Over the final weekend in September, Wes Jackson and The Land Institute hosted farmers, environmental advocates, authors, academics and curious onlookers, like me, to Salina, Kansas. Since 1976, The Land Institute has researched, developed and advocated on the behalf of perennial polycultures for grain production. The Institute’s work resonates beyond Kansas to inform global conversations around soil preservation, carbon sequestration and agricultural runoff. After nearly four decades with the Land Institute, co-founder Wes Jackson will begin retiring duties in June of 2016, on his 80th birthday.
It was fitting then for Wes Jackson to conclude the 2015 Prairie Festival with a Sunday morning call from the 90th Psalm, challenging listeners to “number our days, that we may apply our hearts unto wisdom.” Jackson’s oratory style favors tight, syllabic bunches which linger in stark contrast to the mile long view outside the Institute’s weathered barn in the Smokey Hills of north-central Kansas.
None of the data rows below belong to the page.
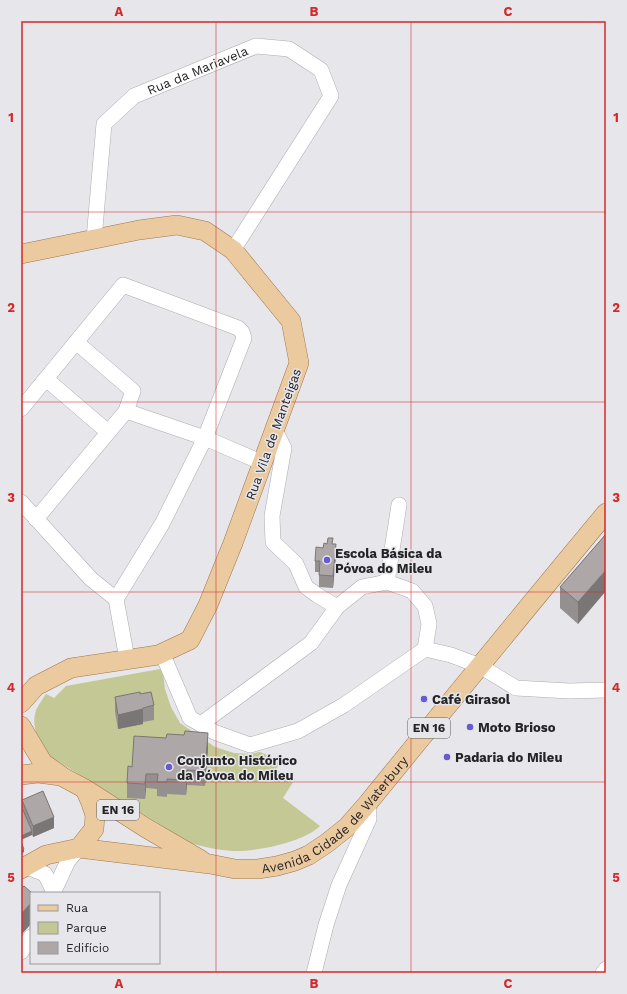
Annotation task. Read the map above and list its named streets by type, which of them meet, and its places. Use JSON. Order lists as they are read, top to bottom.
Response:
{
  "streets": {
    "main road": ["Rua Vila de Manteigas", "EN 16", "Avenida Cidade de Waterbury"],
    "street": ["Rua da Mariavela"]
  },
  "crossings": [
    ["Rua da Mariavela", "Rua Vila de Manteigas"],
    ["EN 16", "Avenida Cidade de Waterbury"]
  ],
  "places": [
    "Escola Básica da Póvoa do Mileu",
    "Café Girasol",
    "Moto Brioso",
    "Padaria do Mileu",
    "Conjunto Histórico da Póvoa do Mileu"
  ],
  "legend": ["Rua", "Parque", "Edifício"],
  "grid": {
    "columns": ["A", "B", "C"],
    "rows": [
      "1",
      "2",
      "3",
      "4",
      "5"
    ]
  }
}
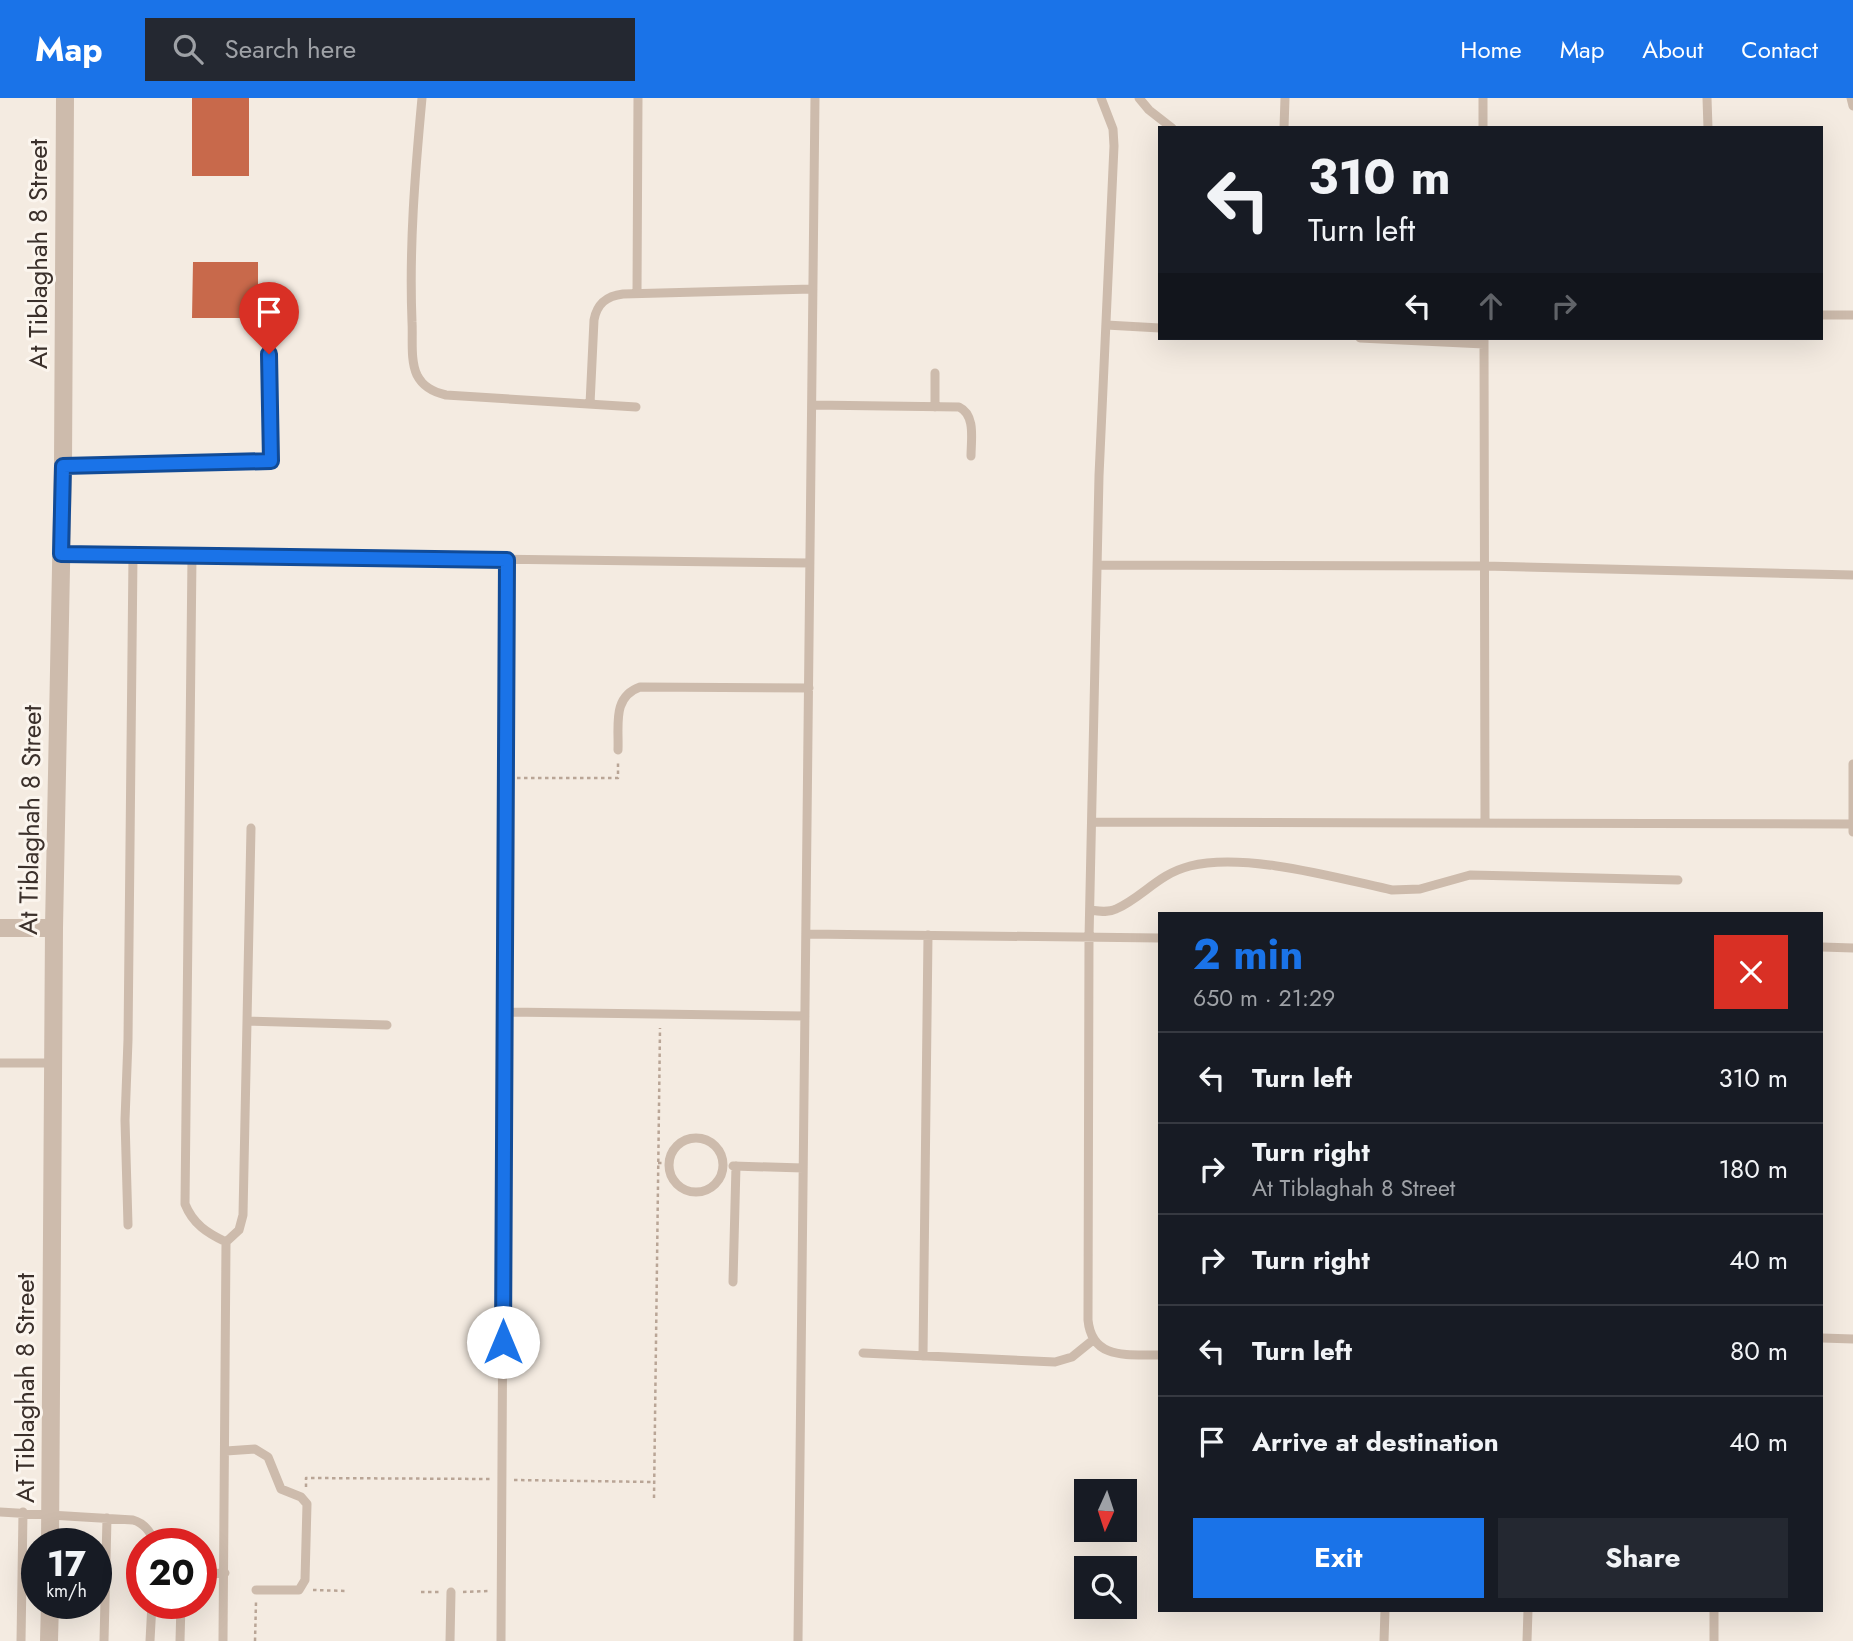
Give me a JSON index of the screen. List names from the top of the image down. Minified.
{"streets":{"street":["At Tiblaghah 8 Street"]},"north":"bottom","page":{"header":"Map","search":"Search here","nav":["Home","Map","About","Contact"],"turn":["310 m","Turn left"],"heading":["2 min","650 m · 21:29"],"list":[{"name":"Turn left","value":"310 m"},{"name":"Turn right","note":"At Tiblaghah 8 Street","value":"180 m"},{"name":"Turn right","value":"40 m"},{"name":"Turn left","value":"80 m"},{"name":"Arrive at destination","value":"40 m"}],"buttons":["Exit","Share"],"speed":"17 km/h","limit":"20"}}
Soil, Jackson argued in his address, time and again, is “as much of a nonrenewable resource as oil.” Each time, he paused, waiting for his point to germinate, but there really was no need, as he spoke to the conservation choir. Still, he preached.
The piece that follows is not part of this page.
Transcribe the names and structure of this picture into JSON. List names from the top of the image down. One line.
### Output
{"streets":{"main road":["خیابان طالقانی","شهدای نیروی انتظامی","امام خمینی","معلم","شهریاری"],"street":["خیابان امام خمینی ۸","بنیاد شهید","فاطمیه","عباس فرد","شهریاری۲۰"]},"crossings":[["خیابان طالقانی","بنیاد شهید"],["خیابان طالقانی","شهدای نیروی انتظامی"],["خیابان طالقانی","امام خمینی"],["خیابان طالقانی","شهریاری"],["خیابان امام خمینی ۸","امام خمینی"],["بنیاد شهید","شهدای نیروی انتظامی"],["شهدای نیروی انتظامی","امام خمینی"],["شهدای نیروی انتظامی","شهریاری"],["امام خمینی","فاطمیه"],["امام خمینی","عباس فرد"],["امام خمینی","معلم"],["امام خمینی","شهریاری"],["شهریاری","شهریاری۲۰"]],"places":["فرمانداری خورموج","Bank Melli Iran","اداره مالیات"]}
Jackson first praised the Food and Agriculture Organization of the United Nations and that organization’s declaration of 2015 as the “Year of Soils,” but openly doubted whether such a push, however well-intentioned, would turn humanity’s multi-century tradition of soil degradation. For support, Jackson traced the long tradition of soil conservation through three canonical Western characters—Plato, Patrick Henry and George Washington—before highlighting Aldo Leopold’s partnership with the former Soil Conservation Service (now the USDA’s Natural Resources Conservation Service) in Wisconsin’s Coon Valley watershed conservation project.
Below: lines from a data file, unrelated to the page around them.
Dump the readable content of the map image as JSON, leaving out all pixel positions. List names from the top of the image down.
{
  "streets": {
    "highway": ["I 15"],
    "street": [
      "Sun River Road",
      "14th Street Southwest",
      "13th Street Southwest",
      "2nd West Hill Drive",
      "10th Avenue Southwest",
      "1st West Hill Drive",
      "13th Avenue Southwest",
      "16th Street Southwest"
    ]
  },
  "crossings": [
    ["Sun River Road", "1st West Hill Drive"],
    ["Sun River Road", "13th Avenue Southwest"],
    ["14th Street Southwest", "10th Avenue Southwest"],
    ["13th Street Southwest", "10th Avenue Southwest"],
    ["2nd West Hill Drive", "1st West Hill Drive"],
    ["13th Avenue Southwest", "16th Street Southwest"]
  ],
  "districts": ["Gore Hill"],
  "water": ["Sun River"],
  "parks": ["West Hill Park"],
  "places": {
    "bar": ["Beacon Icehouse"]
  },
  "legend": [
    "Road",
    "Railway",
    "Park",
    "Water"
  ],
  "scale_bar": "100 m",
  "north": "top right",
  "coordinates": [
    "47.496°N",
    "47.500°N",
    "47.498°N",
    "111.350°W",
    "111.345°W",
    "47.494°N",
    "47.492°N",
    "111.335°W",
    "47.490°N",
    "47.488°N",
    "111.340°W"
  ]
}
Coon Valley, located in Southwest Wisconsin’s Driftless Area, rises and falls, like much of that bioregion, in harsh grades where rivers and creeks have altered the exposed plateau. Intensively minded agriculturists, up until the 1930’s project, planted the Driftless region with little consideration of grade or erosion patterns. Ultimately, by working with the private landowners to conserve agriculture in the region, Coon Valley’s erosion rate decreased. The example of Coon Valley, for Jackson, demonstrates the value of reinstitutionalizing soil conservation concepts in agriculture.
The early fall sun climbed throughout Jackson’s message, warming, sweating, and eventually burning the necks and arms of those, like me, seated and standing along the barn’s periphery, but something of Jackson’s persona and rhetoric stayed the group. Never a false optimist, Jackson turned from the Coon Valley success story to speak of the dire state of soils in the Americas and worldwide. Even the shocking, reported statistics of soil loss, he argued, did not capture the scope of the crisis. Instead, when considering the soil, Jackson first compares the contemporary rate of erosion in light of the historical rates of erosion, but, then, more broadly, considers the geological background rate of erosion. Returning to the refrain, Jackson challenged the faithful to “number their days,” as the Psalm commands, to not only consider specifics, like the geological background rate of erosion, but to establish a geological worldview which originates soil health in geological events and the composition of soil in parent material.
Perhaps it was the sun that splayed my focus at this point in Jackson’s address; or, maybe, my lack of sleep from an evening spent under a full moon, within earshot of coyote yips and the replying bison and longhorn taunts had simply caught up. Whichever, I thought back to afternoon before, when an Institute tour guide missed the final tour of the Land Institute’s grounds, when none other than Wes Jackson arrived and addressed our group from a small bench. Jackson took a breath like the tour was second nature, but then, admitted, laughing, that he’d never given a tour of the facilities, so he’d just have to wing it.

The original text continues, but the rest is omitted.